With the GST is ready to be rolled out next month, there are various sectors that will have a positive as well as an adverse impact on their business. There are several benefits for the economy that will give a strategic push to the fast moving consumer goods industry.
 
Apart from bringing the untaxed players under the tax net, the players in the unorganized sector will level the playing field for the established players.
 
Under GST, the items of daily use will be taxed at 18%, this includes oil, toothpaste, etc. Further, products like shampoos, hair creams and chocolates will be taxed at a higher rate of 28%.
 
There is a positive impact on the commonly used FMCG goods while the higher tax rate for the remaining goods will be marginally negative for the market. The majority of the goods fall under 28%, while there is a minor segment that is under 18% rate. The goods of mass consumption have been maintained at a lower rate and the Government has tried to keep the GST revenue neutral.

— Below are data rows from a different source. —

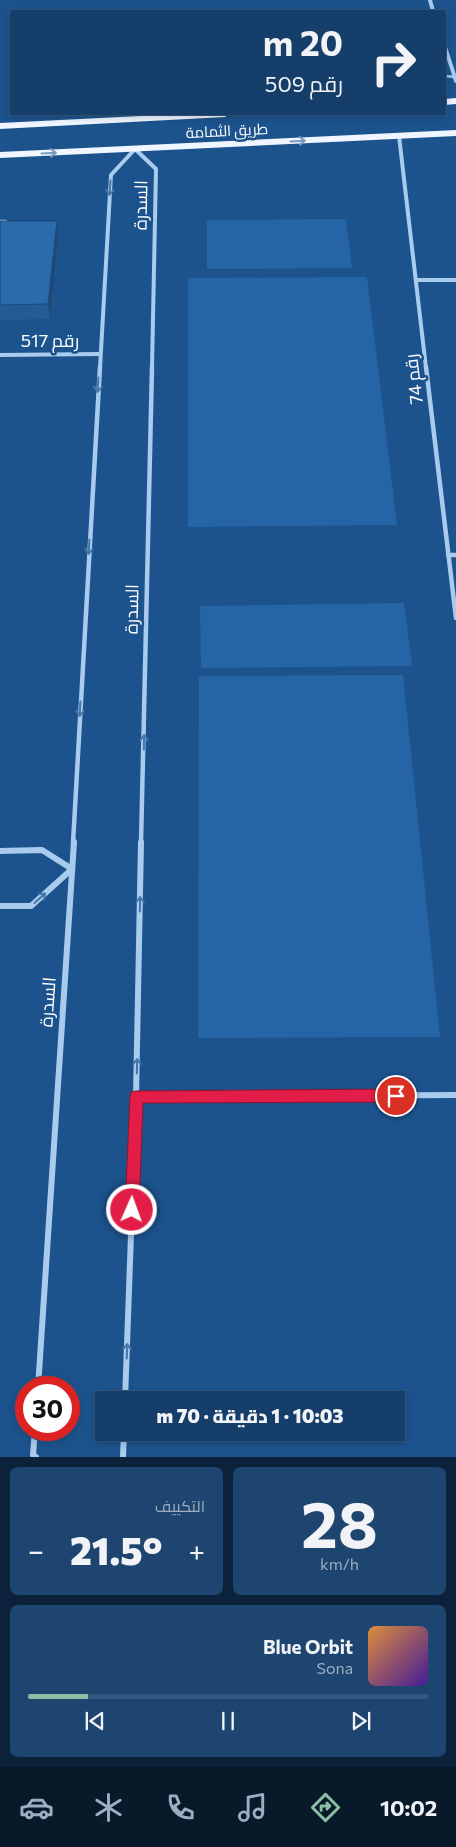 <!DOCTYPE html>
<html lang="ar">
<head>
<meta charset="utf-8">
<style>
  body { margin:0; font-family:Commissioner,Cairo,sans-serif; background:#1e4570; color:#f1f3f6; direction:rtl; height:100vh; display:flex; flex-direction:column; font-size:19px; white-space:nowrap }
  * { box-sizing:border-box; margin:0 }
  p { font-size:16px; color:#9daec1 }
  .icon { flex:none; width:28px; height:28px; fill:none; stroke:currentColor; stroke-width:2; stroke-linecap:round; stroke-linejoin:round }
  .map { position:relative; height:1457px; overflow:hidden; direction:ltr }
  .sheet { display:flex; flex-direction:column; gap:10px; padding:10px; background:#0c223a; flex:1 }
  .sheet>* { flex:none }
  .banner { position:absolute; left:10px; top:10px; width:436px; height:105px; border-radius:0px; box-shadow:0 2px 8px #0003,0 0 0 1px #34577e; direction:rtl; background:#153e6a; color:#f1f3f6; overflow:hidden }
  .speed { position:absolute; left:15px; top:1376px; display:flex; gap:10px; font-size:25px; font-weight:700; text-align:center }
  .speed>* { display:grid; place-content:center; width:65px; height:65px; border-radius:50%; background:#153e6a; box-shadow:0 2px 8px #0003,0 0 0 1px #34577e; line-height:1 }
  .speed .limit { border:8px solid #d22; background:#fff; color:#111 }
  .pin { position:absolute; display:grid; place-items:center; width:42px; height:42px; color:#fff; margin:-21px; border:2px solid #fff; border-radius:50%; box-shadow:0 1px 5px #0007 }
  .me { position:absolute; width:55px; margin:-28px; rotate:2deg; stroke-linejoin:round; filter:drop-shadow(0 0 4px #0008) }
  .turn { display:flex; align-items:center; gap:18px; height:105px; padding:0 20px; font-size:22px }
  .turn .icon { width:65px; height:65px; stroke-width:2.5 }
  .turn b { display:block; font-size:35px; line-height:42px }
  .big { font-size:38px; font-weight:800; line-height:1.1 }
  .sheet .tile { flex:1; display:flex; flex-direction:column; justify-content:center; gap:8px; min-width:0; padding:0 18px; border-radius:8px; background:#1e4570 }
  .sheet .dial { align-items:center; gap:0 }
  .dial b { font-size:65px; line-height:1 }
  .song { display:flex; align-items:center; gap:15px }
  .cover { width:60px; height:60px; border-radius:8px; background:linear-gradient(135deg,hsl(30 70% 55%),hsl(260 70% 35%)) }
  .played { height:5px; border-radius:2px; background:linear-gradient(90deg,#8abfa5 15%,#34577e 15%) }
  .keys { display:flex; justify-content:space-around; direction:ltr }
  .heat { display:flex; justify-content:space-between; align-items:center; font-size:28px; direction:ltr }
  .sheet .tiles { flex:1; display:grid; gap:10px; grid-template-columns:1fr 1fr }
  .tile:last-child { grid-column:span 2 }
  .trip { position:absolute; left:95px; top:1391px; width:310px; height:50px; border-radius:0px; background:#153e6a; box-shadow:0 2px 8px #0003,0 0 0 1px #34577e; font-weight:800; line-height:50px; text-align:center; direction:rtl }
  .tab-bar { display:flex; height:80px; justify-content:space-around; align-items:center; background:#08192a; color:#9daec1 }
  .tab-bar .icon { width:35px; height:35px }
  .tab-bar .selected { color:#8abfa5 }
  .tab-bar b { font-size:22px; color:#f1f3f6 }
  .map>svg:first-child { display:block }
  .green { fill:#2565a6 }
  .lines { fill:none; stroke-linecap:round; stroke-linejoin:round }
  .service { stroke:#a9cbed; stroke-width:2.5 }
  .minor-far2 { stroke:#a9cbed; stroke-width:4 }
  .minor-far1 { stroke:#a9cbed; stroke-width:4.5 }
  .minor { stroke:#a9cbed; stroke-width:6 }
  .primary { fill:#eff6ff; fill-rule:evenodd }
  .wall { fill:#255b93 }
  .shaded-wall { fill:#1e4a78 }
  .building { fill:#2b6aab; stroke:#1e4a78 }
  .oneway { stroke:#7b9cc0 }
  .oneway2 { stroke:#4677aa }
  .route { fill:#e11d48; stroke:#92132f }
  .labels { text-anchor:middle; stroke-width:5; stroke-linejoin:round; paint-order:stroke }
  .far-street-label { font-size:15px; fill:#fff; stroke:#1c538d }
  .street-label { font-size:18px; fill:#fff; stroke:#1c538d }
</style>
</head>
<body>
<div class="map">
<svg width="456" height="1457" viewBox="0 0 456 1457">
  <rect width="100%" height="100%" fill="#1c538d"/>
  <g class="green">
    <path d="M346 219 352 268 207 269V220Z"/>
    <path d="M367 277 397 525 188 527V278Z"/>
    <path d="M404 603 412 666 201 668 200 606Z"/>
    <path d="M403 675 440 1037 198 1038 199 676Z"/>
  </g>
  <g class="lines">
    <g class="service">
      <path d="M445 76 455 77"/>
      <path d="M0 221H6"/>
    </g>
    <g class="minor-far2">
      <path d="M430 0 433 11"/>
      <path d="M445 47 456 81"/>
      <path d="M399 136 426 368"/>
      <path d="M416 280H456"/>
      <path d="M0 355 100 354"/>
      <path d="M100 368 111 175 135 149 156 169 152 368"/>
    </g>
    <g class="minor-far1">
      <path d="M426 367 456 618"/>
      <path d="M448 555H456"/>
      <path d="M73 843 100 367"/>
      <path d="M141 843 152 367"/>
    </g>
    <g class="minor">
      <path d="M0 851 42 850 72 869 31 906H0"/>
      <path d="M136 1097 456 1095"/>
      <path d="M38 1388 74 842"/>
      <path d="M125 1400 136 1097 141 842"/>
      <path d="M35 1430 33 1455 36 1457"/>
      <path d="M123 1457 124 1432"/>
    </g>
    <g class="primary">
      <path d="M456 98V104L445 105V99Z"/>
      <path d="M181 114H229L225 117 0 129V123Z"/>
      <path d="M456 130V136L0 158V152Z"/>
    </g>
  </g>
  <path class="wall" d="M0 221H57L58 237 50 319 0 320Z"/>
  <path class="shaded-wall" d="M57 221 58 237 50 319 48 304Z"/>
  <path class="building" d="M0 221H57L48 304 0 305Z"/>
  <defs><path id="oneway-shaft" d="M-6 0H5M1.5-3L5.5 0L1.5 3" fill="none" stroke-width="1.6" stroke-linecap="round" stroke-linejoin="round" transform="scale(1.25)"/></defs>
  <g class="oneway">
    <use href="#oneway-shaft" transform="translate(298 141) rotate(-3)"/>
    <use href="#oneway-shaft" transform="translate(49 153) rotate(-3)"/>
  </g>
  <g class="oneway2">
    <use href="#oneway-shaft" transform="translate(110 188) rotate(94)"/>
    <use href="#oneway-shaft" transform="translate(98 385) rotate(93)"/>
    <use href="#oneway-shaft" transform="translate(89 547) rotate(93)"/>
    <use href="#oneway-shaft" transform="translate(80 709) rotate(93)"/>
    <use href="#oneway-shaft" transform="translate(144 742) rotate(-89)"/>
    <use href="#oneway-shaft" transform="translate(40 898) rotate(-42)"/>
    <use href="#oneway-shaft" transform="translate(140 904) rotate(-89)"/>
    <use href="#oneway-shaft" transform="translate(137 1066) rotate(-89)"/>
    <use href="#oneway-shaft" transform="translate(127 1351) rotate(-88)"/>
  </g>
  <path class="route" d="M396 1089 401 1091 403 1096 401 1100 396 1102 143 1103 139 1210 137 1215 132 1217 127 1215 125 1210 130 1097 131 1092 136 1091Z"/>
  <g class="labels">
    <g class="far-street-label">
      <text transform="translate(227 131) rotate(-3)" y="5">طريق الثمامة</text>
    </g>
    <g class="street-label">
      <text transform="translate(141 205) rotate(-89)" y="6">السدرة</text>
      <text x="50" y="347">رقم 517</text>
      <text transform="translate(414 379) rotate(-97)" y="6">رقم 74</text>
      <text transform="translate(132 609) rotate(-89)" y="6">السدرة</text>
      <text transform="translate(48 1002) rotate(-86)" y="6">السدرة</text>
    </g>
  </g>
</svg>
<div class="speed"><div class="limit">30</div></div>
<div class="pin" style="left:396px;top:1096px;background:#d93025"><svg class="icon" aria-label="arrive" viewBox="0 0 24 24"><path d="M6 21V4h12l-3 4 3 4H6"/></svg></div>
<svg class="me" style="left:132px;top:1210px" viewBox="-20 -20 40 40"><circle r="17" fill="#e11d48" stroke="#fff" stroke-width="3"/><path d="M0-11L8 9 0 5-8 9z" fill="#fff"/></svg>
<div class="trip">10:03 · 1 دقيقة · 70 m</div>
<div class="banner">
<div class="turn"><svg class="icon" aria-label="right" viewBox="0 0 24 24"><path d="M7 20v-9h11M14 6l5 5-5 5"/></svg><div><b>20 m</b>رقم 509</div></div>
</div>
</div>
<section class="sheet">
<div class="tiles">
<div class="tile dial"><b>28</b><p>km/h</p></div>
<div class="tile"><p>التكييف</p>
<div class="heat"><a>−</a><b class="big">21.5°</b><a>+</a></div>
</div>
<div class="tile">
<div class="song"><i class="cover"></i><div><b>Blue Orbit</b><p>Sona</p></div></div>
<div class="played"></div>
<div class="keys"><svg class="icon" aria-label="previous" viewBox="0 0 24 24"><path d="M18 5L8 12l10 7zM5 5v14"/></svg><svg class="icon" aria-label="pause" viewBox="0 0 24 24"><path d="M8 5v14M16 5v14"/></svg><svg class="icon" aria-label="next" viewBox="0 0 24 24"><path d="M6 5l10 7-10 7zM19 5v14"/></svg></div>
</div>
</div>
</section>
<nav class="tab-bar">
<b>10:02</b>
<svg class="icon selected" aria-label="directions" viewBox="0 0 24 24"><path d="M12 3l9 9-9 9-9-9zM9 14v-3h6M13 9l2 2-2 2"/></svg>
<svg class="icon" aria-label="music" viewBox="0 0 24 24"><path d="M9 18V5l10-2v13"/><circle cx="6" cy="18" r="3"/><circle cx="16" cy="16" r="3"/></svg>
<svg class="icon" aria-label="phone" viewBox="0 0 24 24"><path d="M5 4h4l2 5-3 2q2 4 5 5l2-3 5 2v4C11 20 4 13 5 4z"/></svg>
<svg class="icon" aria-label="climate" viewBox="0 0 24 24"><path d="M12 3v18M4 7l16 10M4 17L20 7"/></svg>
<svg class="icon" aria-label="car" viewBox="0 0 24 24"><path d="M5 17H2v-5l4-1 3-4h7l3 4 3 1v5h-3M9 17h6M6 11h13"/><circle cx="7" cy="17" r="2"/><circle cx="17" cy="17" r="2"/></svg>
</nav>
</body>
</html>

GST will reduce the prices of the fast moving, low margin and high volume goods, while the premium products will have a higher tax slab.
 
Hindustan Uniliver Limited deals in home care and personal wash, it will benefit from the low rate of tax on soap bars as well as detergents.
 
In contrast, Godrej might have a disadvantage due to the higher rate of tax. Hair creams and dyes are placed in the higher tax bracket which means that Godrej will have to see the impact of the 28% tax on its products.
 
Further, Marico acquired the male grooming brand, Beardo which sells hair and face care products, these products are placed under the 28% tax margin.
 
It is expected that the traders will reduce the stock as they wait for clarity on input tax credit.
 
It should also be noted that most raw materials that go into the FMCG products had a rate of 12.5% excise and VAT. Any rate of GST below 25% will allow the companies to pass on a part of the benefit to the customers in terms of the lower price of the goods.
 
Companies like Marico and ITC will face a higher incidence of tax, while companies like Hindustan Uniliver will have an advantage. ITC will see the tax on cigarettes going up. An overall analysis of the GST is a mix bag for the FMCG sector. Certain companies and goods will be benefitted and will have a reduction in the price while a range of companies will have to face the higher rate of tax and will see a decline in terms of stock and sales.
 
GST rates may affect the sales of premium brands and slow moving goods in the FMCG sector. Although, the companies will not see an immediate decline in the same, but it will be interesting to see the long term impact on the various industries that form a part of the sector.